Every line of the entries below that mentions "justify" is to be copied out.

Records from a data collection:
=== Section Start ===

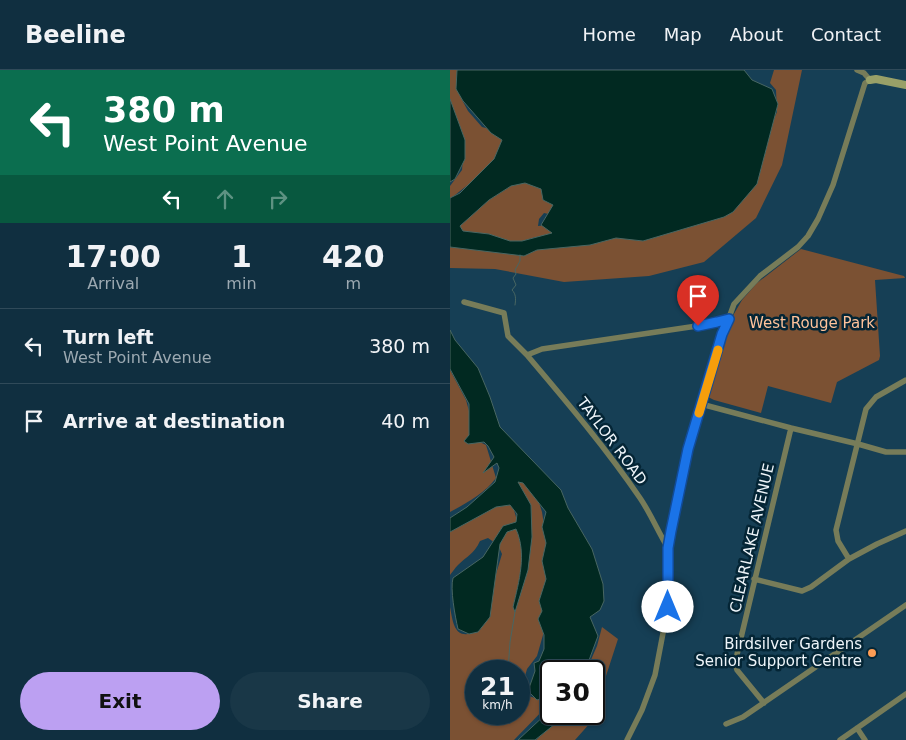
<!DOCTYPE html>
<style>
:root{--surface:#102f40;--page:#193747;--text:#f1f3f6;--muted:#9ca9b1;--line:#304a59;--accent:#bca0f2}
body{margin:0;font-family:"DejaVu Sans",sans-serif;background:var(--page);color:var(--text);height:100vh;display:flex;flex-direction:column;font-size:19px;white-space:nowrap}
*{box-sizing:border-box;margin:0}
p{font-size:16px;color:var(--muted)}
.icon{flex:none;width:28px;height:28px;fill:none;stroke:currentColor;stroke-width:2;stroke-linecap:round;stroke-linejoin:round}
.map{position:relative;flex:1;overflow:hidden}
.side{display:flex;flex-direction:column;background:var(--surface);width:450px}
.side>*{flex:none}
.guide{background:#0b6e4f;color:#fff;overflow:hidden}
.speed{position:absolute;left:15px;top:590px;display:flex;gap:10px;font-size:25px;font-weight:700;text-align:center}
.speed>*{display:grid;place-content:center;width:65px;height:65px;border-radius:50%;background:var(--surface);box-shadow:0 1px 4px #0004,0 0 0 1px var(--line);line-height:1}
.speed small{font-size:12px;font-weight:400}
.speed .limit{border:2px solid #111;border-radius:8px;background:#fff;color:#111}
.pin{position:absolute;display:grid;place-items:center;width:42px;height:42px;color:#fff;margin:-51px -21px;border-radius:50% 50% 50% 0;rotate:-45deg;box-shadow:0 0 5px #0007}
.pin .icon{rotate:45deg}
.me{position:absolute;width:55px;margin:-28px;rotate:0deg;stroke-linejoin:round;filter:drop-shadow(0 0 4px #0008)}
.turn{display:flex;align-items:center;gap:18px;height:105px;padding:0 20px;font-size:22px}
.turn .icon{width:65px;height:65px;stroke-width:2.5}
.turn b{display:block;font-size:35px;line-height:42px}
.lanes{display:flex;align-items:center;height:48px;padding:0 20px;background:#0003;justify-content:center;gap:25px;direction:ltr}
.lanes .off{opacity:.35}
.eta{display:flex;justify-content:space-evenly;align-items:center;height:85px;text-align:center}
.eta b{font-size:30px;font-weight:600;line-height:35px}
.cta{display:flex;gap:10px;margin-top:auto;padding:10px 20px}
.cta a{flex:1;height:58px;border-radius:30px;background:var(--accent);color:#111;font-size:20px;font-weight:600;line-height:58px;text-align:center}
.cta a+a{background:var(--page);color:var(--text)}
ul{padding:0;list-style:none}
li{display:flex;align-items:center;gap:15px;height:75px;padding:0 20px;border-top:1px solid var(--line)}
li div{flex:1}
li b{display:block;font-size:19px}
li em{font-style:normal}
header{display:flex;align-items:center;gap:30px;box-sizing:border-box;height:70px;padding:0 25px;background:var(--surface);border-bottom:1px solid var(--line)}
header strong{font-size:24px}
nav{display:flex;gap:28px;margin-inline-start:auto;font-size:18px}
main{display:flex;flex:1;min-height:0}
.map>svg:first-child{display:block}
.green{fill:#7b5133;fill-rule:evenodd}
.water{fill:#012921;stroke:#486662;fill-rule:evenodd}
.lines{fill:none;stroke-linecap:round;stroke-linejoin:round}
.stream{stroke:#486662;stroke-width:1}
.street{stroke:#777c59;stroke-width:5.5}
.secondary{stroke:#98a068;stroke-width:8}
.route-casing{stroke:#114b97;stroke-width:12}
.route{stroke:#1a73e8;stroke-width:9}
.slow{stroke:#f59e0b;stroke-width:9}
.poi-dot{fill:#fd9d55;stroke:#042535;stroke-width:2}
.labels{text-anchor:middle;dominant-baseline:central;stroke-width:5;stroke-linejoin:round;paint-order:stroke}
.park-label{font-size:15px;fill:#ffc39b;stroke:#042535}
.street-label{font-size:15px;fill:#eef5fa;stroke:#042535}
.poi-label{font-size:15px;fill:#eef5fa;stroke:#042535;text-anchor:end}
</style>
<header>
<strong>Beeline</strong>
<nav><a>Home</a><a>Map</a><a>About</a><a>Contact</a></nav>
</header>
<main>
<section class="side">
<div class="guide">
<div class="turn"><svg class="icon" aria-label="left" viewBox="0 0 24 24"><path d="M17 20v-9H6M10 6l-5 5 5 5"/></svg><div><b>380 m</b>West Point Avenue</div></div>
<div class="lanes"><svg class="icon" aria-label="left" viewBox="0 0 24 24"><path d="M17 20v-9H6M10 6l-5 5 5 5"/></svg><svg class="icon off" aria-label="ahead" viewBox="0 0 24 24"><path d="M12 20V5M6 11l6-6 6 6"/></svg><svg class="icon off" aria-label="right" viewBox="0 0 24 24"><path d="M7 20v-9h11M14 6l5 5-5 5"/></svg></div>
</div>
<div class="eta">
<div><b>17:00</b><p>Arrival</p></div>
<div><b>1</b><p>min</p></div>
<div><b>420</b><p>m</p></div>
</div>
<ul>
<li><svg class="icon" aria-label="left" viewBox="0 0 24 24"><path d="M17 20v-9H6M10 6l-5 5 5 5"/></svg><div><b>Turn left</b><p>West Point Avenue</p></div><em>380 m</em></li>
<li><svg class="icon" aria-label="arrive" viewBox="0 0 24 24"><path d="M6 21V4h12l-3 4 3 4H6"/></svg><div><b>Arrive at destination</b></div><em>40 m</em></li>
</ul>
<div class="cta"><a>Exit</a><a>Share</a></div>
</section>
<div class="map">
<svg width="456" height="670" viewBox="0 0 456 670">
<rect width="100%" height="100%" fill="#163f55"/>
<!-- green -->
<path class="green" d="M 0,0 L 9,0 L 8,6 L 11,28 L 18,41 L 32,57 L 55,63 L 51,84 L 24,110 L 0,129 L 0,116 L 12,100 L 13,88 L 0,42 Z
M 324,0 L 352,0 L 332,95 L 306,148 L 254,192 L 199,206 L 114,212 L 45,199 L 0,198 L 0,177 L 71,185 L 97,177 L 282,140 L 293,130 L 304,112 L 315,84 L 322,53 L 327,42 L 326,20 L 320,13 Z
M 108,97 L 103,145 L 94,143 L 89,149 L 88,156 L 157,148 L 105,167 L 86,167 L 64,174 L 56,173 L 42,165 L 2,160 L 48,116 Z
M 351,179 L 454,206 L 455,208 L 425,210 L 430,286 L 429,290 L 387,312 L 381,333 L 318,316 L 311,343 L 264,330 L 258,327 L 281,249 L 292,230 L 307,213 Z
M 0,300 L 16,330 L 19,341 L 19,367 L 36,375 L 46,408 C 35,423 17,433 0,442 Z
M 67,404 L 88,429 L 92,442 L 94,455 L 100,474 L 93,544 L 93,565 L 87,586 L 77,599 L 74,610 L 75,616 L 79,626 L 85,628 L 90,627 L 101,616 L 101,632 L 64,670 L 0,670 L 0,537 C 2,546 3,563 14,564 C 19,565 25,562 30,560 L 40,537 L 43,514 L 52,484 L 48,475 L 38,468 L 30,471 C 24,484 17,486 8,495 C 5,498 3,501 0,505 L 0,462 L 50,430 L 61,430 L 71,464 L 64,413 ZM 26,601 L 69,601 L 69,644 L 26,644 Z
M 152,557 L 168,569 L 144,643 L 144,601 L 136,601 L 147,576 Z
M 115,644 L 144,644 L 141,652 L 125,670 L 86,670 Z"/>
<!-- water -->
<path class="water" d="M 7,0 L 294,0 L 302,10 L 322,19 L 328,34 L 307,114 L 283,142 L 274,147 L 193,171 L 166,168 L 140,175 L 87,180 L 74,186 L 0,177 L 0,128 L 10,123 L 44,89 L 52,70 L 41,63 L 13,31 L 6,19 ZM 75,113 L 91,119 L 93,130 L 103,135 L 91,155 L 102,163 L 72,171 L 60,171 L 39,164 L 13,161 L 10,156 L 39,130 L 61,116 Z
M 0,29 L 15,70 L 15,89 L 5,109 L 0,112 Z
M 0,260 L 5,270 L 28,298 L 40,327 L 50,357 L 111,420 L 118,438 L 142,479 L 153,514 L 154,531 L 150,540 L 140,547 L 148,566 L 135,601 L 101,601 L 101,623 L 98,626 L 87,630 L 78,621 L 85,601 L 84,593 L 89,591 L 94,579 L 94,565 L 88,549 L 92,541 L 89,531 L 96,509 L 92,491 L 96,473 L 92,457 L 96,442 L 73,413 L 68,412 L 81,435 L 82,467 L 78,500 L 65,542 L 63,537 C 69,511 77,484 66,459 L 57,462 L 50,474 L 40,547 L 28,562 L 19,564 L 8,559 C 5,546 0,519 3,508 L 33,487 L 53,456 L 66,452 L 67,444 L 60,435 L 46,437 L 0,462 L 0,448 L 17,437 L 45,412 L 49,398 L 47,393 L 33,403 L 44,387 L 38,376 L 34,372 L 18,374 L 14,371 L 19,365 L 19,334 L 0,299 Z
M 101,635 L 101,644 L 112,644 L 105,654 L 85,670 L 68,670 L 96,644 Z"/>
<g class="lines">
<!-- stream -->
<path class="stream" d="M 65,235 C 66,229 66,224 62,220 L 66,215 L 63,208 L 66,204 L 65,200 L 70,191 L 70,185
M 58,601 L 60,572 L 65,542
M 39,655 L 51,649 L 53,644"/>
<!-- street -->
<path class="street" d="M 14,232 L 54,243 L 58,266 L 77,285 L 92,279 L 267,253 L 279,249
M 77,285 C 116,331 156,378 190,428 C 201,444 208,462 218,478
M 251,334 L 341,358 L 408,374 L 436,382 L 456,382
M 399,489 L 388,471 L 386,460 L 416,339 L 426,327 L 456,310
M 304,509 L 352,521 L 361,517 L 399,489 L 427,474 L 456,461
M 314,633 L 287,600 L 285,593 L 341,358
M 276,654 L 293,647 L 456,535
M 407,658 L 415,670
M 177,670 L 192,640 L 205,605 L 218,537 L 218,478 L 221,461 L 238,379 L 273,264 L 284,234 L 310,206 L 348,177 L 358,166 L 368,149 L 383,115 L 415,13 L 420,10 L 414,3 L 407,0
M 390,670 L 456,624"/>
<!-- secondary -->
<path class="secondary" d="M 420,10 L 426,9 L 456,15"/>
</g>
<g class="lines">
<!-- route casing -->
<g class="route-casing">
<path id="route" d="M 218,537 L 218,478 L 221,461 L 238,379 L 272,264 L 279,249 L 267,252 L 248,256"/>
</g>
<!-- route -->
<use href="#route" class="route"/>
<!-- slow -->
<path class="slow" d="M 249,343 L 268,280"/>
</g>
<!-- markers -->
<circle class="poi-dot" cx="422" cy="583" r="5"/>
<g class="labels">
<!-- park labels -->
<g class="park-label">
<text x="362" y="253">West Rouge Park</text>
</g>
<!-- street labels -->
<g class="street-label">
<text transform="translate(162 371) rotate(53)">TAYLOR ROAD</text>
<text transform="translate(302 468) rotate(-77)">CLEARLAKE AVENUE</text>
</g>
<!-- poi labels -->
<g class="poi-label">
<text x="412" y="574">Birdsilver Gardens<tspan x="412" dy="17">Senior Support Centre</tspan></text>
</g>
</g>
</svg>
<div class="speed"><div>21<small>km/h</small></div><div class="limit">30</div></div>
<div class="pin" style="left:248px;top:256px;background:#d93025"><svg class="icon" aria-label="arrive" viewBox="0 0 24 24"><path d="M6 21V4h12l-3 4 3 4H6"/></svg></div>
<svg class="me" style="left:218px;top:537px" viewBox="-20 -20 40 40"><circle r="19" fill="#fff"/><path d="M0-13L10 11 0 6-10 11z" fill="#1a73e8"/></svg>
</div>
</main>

=== Section End ===

Response area:
.lanes{display:flex;align-items:center;height:48px;padding:0 20px;background:#0003;justify-content:center;gap:25px;direction:ltr}
.eta{display:flex;justify-content:space-evenly;align-items:center;height:85px;text-align:center}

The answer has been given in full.